Prominent feminists of colour are seen together in this anthology, emphasising the need for intersectional feminism and challenging white feminism and its call for solidarity. This Bridge Called My Back showcases the important words of Black and Latina writers including Kate Rushin and Gloria Anzaldúa as they explore the politics of race, gender, class and sexual orientation.

Girls Will Be Girls by Emer O’Toole

Emer O’Toole’s witty exploration of gender roles and performativity will have you reminiscing about the days reading Judith Butler for lectures. Essentially, it’s a much more accessible “Essays from Judith Butler”. She’s witty, engaging, and certainly doesn’t hold back.
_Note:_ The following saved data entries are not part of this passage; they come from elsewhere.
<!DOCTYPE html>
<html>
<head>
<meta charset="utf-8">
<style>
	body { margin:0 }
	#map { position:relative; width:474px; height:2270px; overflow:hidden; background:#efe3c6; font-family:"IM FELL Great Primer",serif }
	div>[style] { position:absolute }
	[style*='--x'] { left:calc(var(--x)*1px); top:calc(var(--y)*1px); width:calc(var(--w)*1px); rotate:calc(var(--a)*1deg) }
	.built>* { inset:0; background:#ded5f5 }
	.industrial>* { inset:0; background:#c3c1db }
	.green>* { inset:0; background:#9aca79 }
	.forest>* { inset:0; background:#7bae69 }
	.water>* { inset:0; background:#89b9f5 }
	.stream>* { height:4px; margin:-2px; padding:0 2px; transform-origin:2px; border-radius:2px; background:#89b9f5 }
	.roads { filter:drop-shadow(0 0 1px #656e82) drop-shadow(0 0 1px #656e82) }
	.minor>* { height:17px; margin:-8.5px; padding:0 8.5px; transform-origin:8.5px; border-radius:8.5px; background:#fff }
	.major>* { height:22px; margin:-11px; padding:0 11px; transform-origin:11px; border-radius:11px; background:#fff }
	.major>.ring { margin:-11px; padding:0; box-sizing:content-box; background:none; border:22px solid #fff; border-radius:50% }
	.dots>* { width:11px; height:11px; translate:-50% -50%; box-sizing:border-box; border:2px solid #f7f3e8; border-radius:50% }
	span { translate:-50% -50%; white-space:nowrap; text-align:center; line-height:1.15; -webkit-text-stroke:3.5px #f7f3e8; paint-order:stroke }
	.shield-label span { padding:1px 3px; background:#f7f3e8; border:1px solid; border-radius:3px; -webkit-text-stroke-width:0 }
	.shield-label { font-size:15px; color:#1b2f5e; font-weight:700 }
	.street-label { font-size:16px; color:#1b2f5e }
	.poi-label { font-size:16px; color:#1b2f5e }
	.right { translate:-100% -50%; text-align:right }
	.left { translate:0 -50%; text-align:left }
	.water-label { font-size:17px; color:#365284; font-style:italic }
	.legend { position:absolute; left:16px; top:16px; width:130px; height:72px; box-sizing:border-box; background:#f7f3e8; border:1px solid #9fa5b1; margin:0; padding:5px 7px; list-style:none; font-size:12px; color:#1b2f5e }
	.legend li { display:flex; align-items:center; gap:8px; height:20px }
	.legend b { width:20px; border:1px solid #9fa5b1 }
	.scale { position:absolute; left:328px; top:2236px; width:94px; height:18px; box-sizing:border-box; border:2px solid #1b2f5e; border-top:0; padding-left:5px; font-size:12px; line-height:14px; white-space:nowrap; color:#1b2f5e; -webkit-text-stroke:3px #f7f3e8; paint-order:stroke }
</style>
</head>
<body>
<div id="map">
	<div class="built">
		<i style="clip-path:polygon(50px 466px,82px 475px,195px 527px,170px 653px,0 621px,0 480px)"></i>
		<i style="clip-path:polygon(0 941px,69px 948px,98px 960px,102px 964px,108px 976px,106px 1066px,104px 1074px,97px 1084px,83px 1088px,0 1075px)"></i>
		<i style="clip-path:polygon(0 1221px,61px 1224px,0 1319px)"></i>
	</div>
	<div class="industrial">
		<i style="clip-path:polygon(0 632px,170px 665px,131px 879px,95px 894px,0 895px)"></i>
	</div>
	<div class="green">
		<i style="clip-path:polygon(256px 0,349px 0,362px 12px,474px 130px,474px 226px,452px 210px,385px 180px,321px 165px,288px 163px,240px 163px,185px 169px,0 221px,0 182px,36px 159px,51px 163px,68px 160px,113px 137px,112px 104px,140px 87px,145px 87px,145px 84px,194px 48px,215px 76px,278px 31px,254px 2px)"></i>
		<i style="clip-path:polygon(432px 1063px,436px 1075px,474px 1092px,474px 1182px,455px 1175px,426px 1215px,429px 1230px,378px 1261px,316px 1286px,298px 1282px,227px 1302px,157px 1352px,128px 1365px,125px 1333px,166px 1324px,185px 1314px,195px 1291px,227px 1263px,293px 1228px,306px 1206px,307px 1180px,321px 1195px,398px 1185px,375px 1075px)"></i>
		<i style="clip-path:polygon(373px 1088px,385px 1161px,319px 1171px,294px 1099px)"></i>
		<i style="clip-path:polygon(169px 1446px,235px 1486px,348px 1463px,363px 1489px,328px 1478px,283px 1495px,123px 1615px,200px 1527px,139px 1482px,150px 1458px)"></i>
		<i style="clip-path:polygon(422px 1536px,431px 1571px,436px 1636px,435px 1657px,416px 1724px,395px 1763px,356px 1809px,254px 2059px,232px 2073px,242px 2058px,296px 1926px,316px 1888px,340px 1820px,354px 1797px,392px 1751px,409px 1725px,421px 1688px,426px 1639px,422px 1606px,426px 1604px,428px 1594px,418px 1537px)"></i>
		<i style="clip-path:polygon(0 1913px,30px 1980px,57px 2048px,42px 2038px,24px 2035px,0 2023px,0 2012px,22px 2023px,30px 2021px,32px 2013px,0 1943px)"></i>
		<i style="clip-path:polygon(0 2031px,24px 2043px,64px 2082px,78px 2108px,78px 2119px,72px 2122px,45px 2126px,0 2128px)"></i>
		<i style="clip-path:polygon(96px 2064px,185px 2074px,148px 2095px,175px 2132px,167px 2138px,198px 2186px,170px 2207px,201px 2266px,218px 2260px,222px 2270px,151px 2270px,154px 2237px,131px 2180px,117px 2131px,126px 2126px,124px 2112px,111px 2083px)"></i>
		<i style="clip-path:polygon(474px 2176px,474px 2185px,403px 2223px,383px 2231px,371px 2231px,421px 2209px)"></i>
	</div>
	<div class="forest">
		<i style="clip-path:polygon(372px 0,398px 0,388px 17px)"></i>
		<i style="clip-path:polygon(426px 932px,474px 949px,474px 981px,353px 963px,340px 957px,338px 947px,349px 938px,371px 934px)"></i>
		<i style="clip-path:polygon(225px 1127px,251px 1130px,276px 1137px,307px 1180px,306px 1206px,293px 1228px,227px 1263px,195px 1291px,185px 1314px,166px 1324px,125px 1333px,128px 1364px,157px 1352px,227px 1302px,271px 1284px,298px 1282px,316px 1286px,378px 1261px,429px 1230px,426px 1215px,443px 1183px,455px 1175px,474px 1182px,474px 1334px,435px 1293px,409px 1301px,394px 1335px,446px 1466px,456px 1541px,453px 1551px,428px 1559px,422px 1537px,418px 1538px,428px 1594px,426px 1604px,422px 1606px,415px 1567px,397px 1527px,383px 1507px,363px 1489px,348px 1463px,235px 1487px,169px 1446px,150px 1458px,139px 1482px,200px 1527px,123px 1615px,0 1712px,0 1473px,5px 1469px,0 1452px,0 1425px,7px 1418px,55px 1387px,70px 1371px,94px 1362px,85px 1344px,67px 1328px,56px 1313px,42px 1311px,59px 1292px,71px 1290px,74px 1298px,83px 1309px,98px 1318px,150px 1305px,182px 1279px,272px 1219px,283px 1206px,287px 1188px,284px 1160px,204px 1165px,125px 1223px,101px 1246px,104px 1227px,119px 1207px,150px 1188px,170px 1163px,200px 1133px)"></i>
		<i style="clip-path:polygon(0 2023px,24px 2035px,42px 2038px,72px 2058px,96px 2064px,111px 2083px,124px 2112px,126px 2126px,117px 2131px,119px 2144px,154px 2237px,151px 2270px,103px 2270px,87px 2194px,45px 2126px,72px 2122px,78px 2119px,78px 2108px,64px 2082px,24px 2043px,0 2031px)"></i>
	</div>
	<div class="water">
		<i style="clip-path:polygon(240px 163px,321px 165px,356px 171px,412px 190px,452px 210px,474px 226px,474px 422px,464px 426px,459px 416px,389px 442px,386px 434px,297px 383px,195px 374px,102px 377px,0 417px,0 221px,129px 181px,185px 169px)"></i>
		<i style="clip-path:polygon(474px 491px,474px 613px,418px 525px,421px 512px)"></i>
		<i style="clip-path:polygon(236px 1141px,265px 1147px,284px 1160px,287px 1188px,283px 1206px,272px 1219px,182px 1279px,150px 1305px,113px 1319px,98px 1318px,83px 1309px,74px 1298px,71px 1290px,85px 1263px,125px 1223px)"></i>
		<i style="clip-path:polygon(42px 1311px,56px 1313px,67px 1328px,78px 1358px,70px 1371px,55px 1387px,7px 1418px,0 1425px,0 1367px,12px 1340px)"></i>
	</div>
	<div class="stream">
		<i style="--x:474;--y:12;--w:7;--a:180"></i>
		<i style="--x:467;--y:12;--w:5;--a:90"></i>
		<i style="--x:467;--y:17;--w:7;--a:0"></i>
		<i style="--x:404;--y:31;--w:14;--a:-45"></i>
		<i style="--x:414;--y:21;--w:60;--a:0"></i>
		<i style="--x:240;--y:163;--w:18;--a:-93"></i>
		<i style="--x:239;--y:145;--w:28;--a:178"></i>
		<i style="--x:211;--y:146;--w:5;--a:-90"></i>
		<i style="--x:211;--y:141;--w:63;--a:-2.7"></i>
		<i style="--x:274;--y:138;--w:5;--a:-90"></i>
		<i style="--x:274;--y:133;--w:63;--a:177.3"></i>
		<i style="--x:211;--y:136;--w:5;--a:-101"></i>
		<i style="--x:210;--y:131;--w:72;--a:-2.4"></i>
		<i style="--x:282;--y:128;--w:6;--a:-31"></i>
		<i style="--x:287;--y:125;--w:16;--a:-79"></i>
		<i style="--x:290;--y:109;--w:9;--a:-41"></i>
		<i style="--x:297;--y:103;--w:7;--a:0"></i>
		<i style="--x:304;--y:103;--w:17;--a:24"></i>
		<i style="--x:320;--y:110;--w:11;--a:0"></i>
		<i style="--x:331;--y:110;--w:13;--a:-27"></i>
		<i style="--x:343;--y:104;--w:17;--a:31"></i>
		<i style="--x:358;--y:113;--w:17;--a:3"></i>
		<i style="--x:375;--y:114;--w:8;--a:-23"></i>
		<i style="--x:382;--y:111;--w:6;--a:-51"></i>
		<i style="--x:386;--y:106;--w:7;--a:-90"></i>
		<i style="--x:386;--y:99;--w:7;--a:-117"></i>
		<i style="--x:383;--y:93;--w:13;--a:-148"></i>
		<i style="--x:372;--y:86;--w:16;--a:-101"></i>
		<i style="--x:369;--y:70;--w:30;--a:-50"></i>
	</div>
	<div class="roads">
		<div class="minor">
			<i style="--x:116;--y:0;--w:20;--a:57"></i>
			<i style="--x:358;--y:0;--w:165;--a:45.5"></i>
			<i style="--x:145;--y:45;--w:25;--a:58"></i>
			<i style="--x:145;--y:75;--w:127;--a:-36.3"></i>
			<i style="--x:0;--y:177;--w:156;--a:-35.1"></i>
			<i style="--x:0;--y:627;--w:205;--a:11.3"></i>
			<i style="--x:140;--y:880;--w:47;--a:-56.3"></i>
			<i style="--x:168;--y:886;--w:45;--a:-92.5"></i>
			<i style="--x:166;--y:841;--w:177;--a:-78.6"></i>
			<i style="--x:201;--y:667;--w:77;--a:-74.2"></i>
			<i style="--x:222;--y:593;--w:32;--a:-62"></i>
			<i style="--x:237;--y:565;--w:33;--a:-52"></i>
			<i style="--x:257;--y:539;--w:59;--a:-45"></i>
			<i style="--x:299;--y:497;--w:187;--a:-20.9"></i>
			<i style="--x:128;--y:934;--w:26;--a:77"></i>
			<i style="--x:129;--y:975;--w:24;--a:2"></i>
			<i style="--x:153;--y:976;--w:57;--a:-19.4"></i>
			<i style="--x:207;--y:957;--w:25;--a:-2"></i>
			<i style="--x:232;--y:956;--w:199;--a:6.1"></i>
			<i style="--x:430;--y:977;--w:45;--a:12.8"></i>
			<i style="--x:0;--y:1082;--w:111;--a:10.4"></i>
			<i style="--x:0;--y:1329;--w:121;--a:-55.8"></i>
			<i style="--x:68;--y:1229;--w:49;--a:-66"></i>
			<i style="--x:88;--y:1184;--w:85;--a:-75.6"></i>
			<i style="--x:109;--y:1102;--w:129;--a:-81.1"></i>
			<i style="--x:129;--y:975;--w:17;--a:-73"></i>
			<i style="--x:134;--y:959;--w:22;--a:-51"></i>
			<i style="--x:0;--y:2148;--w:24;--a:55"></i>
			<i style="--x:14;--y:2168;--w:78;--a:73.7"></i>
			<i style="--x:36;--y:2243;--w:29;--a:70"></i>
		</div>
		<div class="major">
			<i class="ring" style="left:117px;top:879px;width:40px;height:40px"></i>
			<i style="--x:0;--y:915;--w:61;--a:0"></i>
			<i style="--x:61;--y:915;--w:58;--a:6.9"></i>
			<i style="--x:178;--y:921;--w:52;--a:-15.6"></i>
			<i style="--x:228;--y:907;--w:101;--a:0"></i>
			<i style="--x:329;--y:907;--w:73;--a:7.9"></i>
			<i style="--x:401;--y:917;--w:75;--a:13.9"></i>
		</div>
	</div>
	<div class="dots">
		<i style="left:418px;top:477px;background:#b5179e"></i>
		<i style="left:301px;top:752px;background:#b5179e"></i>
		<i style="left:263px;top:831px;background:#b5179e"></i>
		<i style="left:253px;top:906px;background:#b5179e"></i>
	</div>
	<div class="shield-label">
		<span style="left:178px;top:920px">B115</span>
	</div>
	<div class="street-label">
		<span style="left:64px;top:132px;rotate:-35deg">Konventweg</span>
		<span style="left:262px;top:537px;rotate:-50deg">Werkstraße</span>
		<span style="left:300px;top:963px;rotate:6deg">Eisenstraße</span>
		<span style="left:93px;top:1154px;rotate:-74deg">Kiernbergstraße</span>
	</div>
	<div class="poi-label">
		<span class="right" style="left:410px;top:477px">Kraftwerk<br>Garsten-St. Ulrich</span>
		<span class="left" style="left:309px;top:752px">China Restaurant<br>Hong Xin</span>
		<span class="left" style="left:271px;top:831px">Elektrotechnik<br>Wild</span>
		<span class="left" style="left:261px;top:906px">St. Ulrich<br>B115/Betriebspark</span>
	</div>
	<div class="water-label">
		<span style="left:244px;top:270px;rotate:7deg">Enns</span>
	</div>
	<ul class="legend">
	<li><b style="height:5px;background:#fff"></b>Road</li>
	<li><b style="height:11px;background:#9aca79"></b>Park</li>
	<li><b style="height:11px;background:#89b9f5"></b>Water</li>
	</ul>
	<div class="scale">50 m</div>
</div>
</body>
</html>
It’ll make you question how you perform your gender and go about your day in the skin you were born with.

I Know Why The Caged Bird Sings by Maya Angelou

Maya Angelou’s autobiographical I Know Why The Caged Bird Sings is an exploration of racism and trauma from the point of view of a young Black girl. Angelou celebrates Black motherhood, the power of literature, and the importance of family as she searches for her own identity in the Southern United States.

A Room of One’s Own by Virginia Woolf

This extended essay has been named one of the most important works of feminist literary criticism. Woolf explores  educational, social and financial disadvantages that women have faced throughout time, through the fictional character Mary. She claims that literature and history are male constructs that push women away from this sphere, and that we need more gendered values in society.


Enjoy your study break, and happy reading this International Women’s Day!